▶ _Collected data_
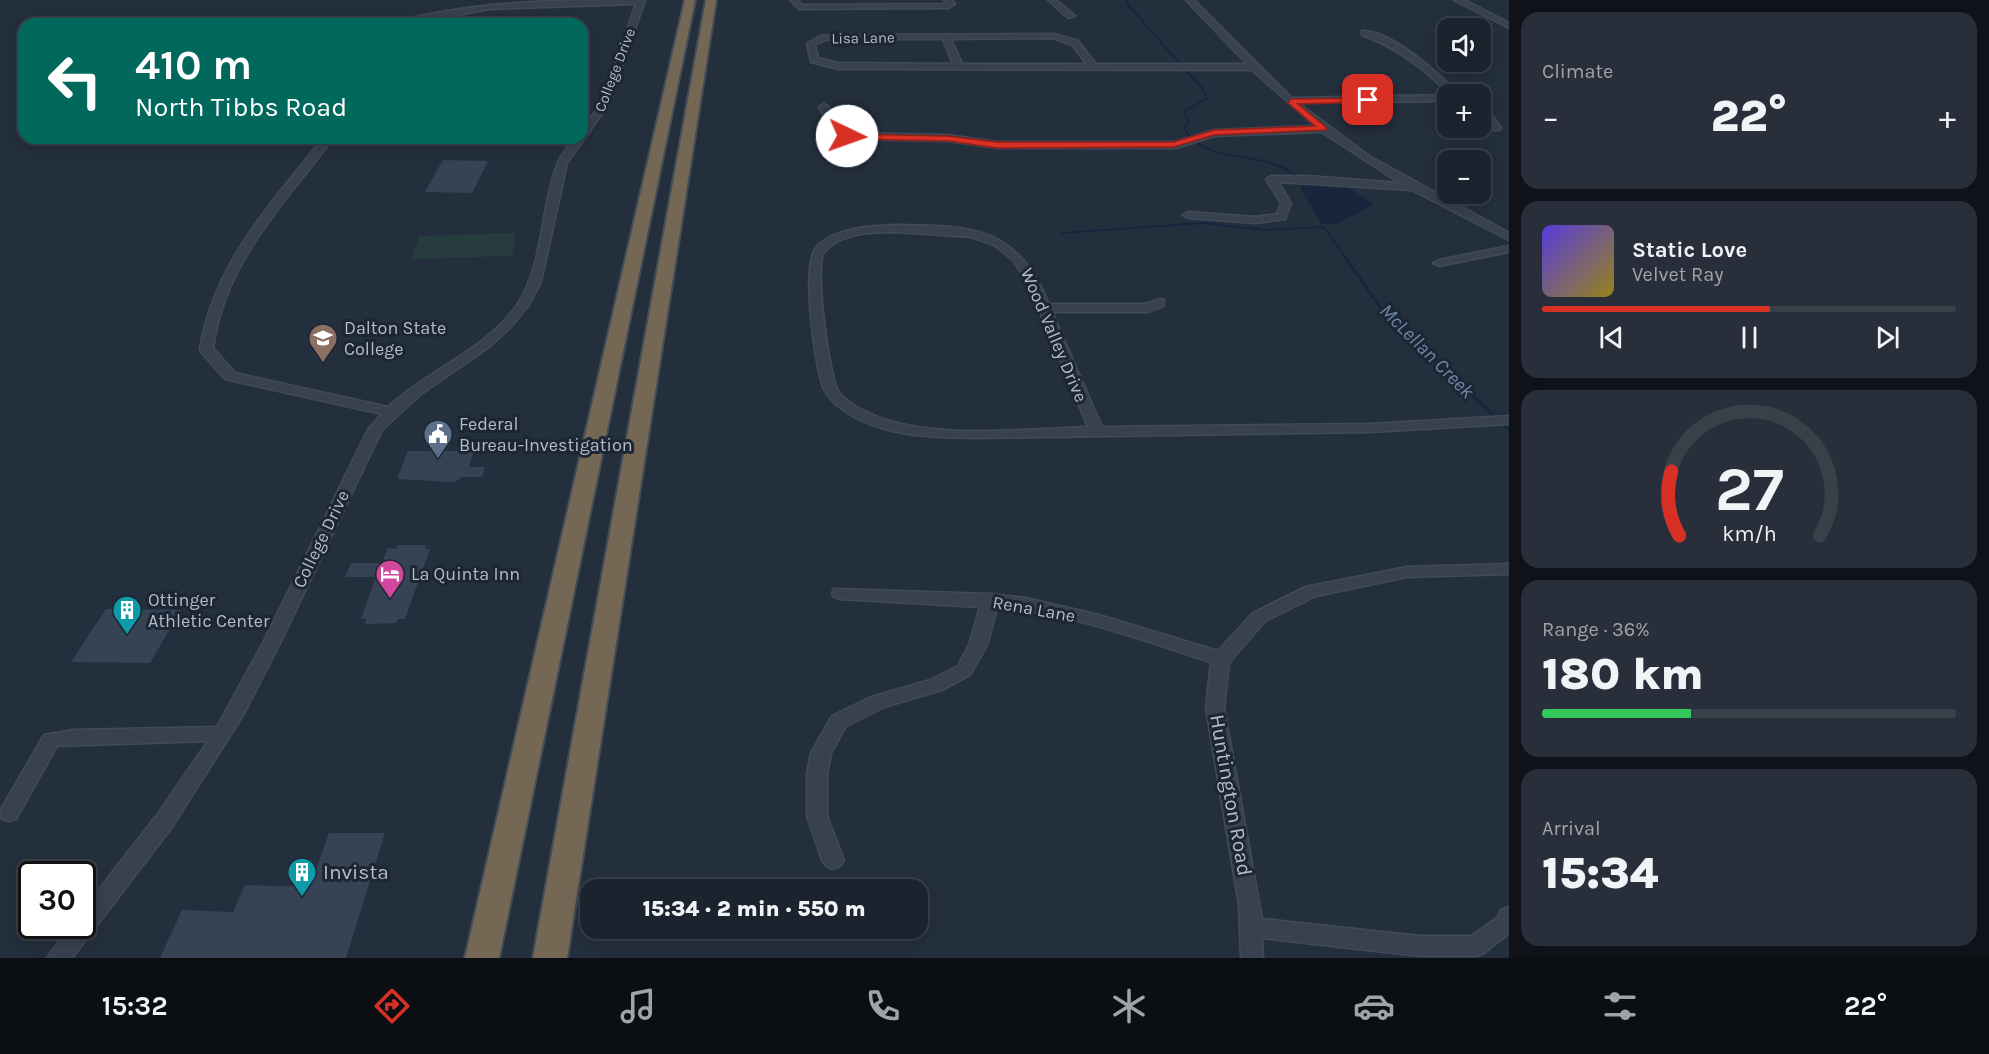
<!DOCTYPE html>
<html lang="en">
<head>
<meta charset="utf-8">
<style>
  :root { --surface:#1b232e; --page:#282f3a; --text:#f1f3f6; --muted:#a0a4aa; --line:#39404a; --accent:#d93025 }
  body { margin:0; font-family:Karla,sans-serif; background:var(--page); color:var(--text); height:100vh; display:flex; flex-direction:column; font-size:22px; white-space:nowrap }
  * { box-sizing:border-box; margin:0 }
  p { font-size:20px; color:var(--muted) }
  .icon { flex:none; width:33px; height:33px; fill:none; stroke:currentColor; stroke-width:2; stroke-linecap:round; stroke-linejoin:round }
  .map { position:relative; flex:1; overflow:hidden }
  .drawer { display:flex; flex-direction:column; gap:12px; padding:12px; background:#0f1319; width:480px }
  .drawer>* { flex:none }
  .guide { position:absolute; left:18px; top:18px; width:570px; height:126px; border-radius:18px; box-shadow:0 3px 15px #0003,0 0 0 2px var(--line); background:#00695c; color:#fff; overflow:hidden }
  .tools { position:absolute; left:1437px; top:18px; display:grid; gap:12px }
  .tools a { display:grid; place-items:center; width:54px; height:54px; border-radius:12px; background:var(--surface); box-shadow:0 3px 15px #0003,0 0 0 2px var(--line); font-size:30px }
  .speed { position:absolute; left:18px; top:861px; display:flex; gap:12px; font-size:30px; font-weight:700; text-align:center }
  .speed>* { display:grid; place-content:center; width:78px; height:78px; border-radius:50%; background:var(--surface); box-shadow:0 3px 15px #0003,0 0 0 2px var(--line); line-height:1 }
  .speed .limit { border:3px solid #111; border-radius:9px; background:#fff; color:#111 }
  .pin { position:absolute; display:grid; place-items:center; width:51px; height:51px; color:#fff; margin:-26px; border-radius:12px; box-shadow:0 3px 9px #0006 }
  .me { position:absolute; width:66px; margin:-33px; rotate:93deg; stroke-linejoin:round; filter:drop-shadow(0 0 4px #0008) }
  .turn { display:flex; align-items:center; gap:21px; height:126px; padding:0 18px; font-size:27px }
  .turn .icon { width:78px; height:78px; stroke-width:2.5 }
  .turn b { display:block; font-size:42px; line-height:51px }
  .big { font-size:45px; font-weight:800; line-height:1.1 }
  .drawer .widget { flex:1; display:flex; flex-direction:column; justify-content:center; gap:9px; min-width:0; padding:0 21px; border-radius:18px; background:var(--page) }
  .drawer .dial { align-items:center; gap:0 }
  .dial svg { height:156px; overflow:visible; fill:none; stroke:var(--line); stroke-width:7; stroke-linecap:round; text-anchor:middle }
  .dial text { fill:var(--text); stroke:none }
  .song { display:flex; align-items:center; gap:18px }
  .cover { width:72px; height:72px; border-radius:9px; background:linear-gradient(135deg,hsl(250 70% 55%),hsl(50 70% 35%)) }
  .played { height:6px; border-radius:3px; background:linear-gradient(90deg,var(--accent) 55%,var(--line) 55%) }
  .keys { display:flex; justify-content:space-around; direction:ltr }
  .heat { display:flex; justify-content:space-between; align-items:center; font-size:33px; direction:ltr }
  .charge { height:9px; border-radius:4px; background:linear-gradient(90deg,#34c759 36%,var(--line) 0) }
  .trip { position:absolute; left:580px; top:879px; width:348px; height:60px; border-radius:18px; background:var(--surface); box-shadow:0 3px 15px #0003,0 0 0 2px var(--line); font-weight:800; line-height:60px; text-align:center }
  .tab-bar { display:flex; height:96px; justify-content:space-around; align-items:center; background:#0b0e12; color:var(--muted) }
  .tab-bar .icon { width:42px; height:42px }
  .tab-bar .selected { color:var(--accent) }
  .tab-bar b { font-size:27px; color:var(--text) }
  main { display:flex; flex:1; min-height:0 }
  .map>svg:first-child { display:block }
  .green { fill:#263c3f }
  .water { fill:#17263c }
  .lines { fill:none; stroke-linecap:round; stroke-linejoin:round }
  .stream-far1 { stroke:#17263c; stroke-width:2 }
  .stream { stroke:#17263c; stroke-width:3 }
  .building { fill:#364354 }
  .minor-casing { stroke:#414a57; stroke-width:3 }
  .highway-casing { stroke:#434c59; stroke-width:4 }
  .minor { fill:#38414e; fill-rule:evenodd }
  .highway { fill:#746855; fill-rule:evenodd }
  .route { fill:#d93025; stroke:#8d1f18; stroke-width:1.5 }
  .labels { text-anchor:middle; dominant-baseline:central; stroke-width:6; stroke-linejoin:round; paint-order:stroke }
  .far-street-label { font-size:15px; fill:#b4bcc9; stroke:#1d2633 }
  .poi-label { font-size:18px; fill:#b4bcc9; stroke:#1d2633; text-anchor:start }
  .street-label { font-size:18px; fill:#b4bcc9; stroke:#1d2633 }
  .water-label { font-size:20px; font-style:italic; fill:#6d86a8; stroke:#1d2633 }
  .near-street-label { font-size:21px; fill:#b4bcc9; stroke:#1d2633 }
  .near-poi-label { font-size:21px; fill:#b4bcc9; stroke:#1d2633; text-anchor:start }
</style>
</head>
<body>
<main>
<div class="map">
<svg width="1509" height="958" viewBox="0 0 1509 958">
  <rect width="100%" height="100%" fill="#242f3e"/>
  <path class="green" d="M516 233 512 256 412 259 419 236Z"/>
  <path class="water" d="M1303 183 1346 186 1374 204 1337 224H1322L1303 194 1300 185Z"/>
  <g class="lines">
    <path class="stream-far1" d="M1127 0 1128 5 1201 87 1207 98 1183 112 1189 121 1184 129C1211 169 1262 146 1299 178
      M1324 227 1348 261
      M1062 233 1204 223 1265 230 1324 227"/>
    <path class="stream" d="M1347 260 1388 318 1421 345 1494 416
      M1506 427 1509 429"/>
  </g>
  <path class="building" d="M443 160 488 161 472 193 425 192Z
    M408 451H474L469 467H485L482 477H462L454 482 397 479Z
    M398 545H426L425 549H430L405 619H398L396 623 365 624 366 619H361L376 577H345L351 563H382L388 548 396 549Z
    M106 609 181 610 150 663 71 662Z
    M329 833H385L346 958H160L182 910 233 912 245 885 310 887Z"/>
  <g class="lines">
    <g class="minor-casing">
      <path id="minor" d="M645 0 609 104 567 163 541 282 528 306 509 329 489 347 421 394 382 430 280 643 242 717 172 827 72 958H47L71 926H82V911L157 815 208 741 57 746 16 819 9 821 2 819 0 811 44 735 73 730 217 727 263 643 369 428 382 414 225 379 201 352 200 349C214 263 271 204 323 138H333C283 206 225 261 213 348L235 373 388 407C428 370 486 350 517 305 544 265 540 209 557 165 560 155 569 146 574 138H582V129L601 104 636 4 489 9 411 24H398C410 17 428 14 442 12 509 0 577 0 645 0Z
        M790 0H798L801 5 946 4 944 0H952L955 4 948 8 799 9Z
        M1048 0H1056L1075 16 1068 18Z
        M1186 0H1194L1292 98 1448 95V101L1298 103 1369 156 1509 233V240L1412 190 1278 182 1291 203 1285 219 1256 223 1188 218 1183 215 1188 212 1256 217 1277 214 1281 203 1266 179 1271 176H1307L1400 183 1322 132 1215 136 1176 148H997L948 141 847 139 830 132 819 107 824 104 829 107 836 128 847 133 948 135 997 142H1175L1214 130 1315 126 1252 70 838 69 811 62 807 44 820 36 838 35 1054 34 1078 41 1096 64H1247ZM1053 38 1072 45 1087 64H962L951 39ZM838 39H943L953 64 838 63 818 58 815 45 825 40Z
        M1454 0H1464L1509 23V28Z
        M1362 31C1390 30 1440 73 1457 94H1449C1424 68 1396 47 1362 35Z
        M1480 108 1494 118 1501 128 1499 130H1493L1480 116Z
        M897 225C976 226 1015 226 1049 304H1145L1160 299 1164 300V306L1147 312H1052L1102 427 1370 424 1509 416V424L1370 432 977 438C930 438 874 436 837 405 831 400 826 394 823 387 815 365 801 266 816 248 834 227 871 226 897 225ZM897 232 972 237 994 245 1013 260 1028 283 1088 427C1019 429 916 443 855 406 849 402 842 397 838 391 829 375 814 265 824 252 841 232 874 232 897 232Z
        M1509 246V252L1439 266 1433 263 1439 260Z
        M1509 564V574L1407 577 1316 596 1265 621 1229 663 1224 708 1262 919 1420 936H1472L1499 916 1501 910 1509 907V933L1484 953 1476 956H1420L1262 938 1263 958H1241L1239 905 1206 708 1211 662C1141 640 1070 612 997 608L987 645 970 675 942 690 884 707 846 726 831 753 827 775V816L844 860 840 866 833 869 826 866 822 860 807 816V775L811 753 832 716 871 697 930 680 958 666 969 645 980 607 840 599 834 597 832 593 834 589 991 594 1026 598 1099 615 1218 651 1253 613 1305 587 1407 567Z"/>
    </g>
    <g class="highway-casing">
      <path id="highway" d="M685 0H695L499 958H465Z
        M706 0H716L567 958H533Z"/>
    </g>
    <use href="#minor" class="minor"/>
    <use href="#highway" class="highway"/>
  </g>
  <path class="route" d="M1368 98 1371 102 1298 104 1326 127V130L1214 135 1174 147 997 148 948 141 847 139 842 136 847 134 948 136 997 142H1173L1214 130 1315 126 1288 103 1291 99Z"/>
  <defs>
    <g id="university-pin" transform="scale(1.5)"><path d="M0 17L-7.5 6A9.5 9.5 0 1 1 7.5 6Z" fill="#8d6e63" stroke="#1d2633"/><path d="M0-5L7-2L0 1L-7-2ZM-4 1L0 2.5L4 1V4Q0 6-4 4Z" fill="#fff"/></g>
    <g id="civic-pin" transform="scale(1.5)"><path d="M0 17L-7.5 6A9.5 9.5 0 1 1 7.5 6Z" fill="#5c6f8a" stroke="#1d2633"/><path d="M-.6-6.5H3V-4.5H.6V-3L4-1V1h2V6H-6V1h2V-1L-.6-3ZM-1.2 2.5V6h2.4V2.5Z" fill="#fff"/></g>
    <g id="hotel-pin" transform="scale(1.5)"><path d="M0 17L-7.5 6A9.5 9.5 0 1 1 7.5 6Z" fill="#d1479c" stroke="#1d2633"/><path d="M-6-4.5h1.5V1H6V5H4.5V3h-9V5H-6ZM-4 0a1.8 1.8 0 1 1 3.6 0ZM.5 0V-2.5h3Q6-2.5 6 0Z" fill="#fff"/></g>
    <g id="building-pin" transform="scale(1.5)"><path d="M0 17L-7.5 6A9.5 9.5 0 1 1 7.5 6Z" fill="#0f9aa8" stroke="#1d2633"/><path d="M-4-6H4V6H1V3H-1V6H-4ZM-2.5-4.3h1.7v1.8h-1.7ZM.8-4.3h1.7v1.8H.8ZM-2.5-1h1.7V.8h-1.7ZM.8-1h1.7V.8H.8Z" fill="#fff"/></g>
  </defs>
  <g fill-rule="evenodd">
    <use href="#university-pin" x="323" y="338"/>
    <use href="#civic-pin" x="438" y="434"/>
    <use href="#hotel-pin" x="390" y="574"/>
    <use href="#building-pin" x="127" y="610"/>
    <use href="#building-pin" x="302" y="872"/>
  </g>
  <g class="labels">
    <g class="far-street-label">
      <text transform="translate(863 38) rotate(-1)">Lisa Lane</text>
      <text transform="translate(615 70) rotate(-69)">College Drive</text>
    </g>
    <g class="poi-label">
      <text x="344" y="328">Dalton State<tspan x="344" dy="21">College</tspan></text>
      <text x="459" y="424">Federal<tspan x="459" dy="21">Bureau-Investigation</tspan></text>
      <text x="411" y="574">La Quinta Inn</text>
      <text x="148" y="600">Ottinger<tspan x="148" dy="21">Athletic Center</tspan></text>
    </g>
    <g class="street-label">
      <text transform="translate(1054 335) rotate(67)">Wood Valley Drive</text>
      <text transform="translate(321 539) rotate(-64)">College Drive</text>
      <text transform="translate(1034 609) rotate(10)">Rena Lane</text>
    </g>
    <g class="water-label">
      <text transform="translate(1427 351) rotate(45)">McLellan Creek</text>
    </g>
    <g class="near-street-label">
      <text transform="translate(1231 795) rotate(80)">Huntington Road</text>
    </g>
    <g class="near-poi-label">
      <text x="323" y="872">Invista</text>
    </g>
  </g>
</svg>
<div class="tools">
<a><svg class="icon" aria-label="sound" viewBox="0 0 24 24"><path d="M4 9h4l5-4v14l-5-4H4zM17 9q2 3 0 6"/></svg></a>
<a>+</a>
<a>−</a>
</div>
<div class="speed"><div class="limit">30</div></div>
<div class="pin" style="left:1368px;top:100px;background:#d93025"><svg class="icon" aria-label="arrive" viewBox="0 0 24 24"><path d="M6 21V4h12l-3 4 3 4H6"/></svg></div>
<svg class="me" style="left:847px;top:136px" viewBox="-20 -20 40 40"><circle r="19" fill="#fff"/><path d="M0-13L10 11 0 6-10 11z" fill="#d93025"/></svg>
<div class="trip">15:34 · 2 min · 550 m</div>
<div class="guide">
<div class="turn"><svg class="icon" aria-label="left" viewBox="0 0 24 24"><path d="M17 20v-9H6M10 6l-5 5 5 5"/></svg><div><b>410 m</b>North Tibbs Road</div></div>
</div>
</div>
<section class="drawer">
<div class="widget"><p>Climate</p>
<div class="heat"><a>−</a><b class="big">22°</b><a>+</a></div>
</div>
<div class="widget">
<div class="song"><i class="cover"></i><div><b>Static Love</b><p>Velvet Ray</p></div></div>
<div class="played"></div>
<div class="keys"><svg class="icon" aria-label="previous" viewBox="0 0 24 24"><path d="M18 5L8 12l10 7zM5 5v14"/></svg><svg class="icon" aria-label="pause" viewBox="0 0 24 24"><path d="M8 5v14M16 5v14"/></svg><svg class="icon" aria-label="next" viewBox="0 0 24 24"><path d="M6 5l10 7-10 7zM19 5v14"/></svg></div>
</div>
<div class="widget dial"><svg viewBox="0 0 100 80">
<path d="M14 69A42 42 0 1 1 86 69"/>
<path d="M14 69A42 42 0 0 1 10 36" stroke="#d93025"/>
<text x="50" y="56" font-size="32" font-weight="700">27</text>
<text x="50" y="72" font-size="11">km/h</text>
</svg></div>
<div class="widget"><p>Range · 36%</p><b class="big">180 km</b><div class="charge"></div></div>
<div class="widget"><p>Arrival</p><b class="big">15:34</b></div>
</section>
</main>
<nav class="tab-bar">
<b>15:32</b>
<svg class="icon selected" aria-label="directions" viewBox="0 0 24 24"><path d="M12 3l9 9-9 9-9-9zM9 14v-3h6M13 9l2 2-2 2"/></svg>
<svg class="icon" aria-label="music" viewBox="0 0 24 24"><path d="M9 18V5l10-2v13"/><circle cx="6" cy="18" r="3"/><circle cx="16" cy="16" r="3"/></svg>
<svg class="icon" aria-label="phone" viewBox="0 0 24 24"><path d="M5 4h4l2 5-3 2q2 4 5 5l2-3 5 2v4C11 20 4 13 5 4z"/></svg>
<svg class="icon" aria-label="climate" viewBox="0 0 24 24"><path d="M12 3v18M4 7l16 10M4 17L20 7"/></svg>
<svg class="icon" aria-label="car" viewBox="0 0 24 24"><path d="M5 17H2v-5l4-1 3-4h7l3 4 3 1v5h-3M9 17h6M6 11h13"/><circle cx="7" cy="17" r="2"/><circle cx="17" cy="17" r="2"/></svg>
<svg class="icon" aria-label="filters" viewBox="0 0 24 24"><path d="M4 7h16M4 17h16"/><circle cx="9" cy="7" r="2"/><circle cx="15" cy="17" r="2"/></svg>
<b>22°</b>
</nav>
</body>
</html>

▶ _EXERCISE BRIEF_
Where the data above reaches the line holding "position:relative; flex:1; overflow:hidden", begin printing, and stop after the line holding "border:3px solid #111;". Each line must be reproduced exactly, with nothing else added.

▶ _EXPECTED OUTPUT_
  .map { position:relative; flex:1; overflow:hidden }
  .drawer { display:flex; flex-direction:column; gap:12px; padding:12px; background:#0f1319; width:480px }
  .drawer>* { flex:none }
  .guide { position:absolute; left:18px; top:18px; width:570px; height:126px; border-radius:18px; box-shadow:0 3px 15px #0003,0 0 0 2px var(--line); background:#00695c; color:#fff; overflow:hidden }
  .tools { position:absolute; left:1437px; top:18px; display:grid; gap:12px }
  .tools a { display:grid; place-items:center; width:54px; height:54px; border-radius:12px; background:var(--surface); box-shadow:0 3px 15px #0003,0 0 0 2px var(--line); font-size:30px }
  .speed { position:absolute; left:18px; top:861px; display:flex; gap:12px; font-size:30px; font-weight:700; text-align:center }
  .speed>* { display:grid; place-content:center; width:78px; height:78px; border-radius:50%; background:var(--surface); box-shadow:0 3px 15px #0003,0 0 0 2px var(--line); line-height:1 }
  .speed .limit { border:3px solid #111; border-radius:9px; background:#fff; color:#111 }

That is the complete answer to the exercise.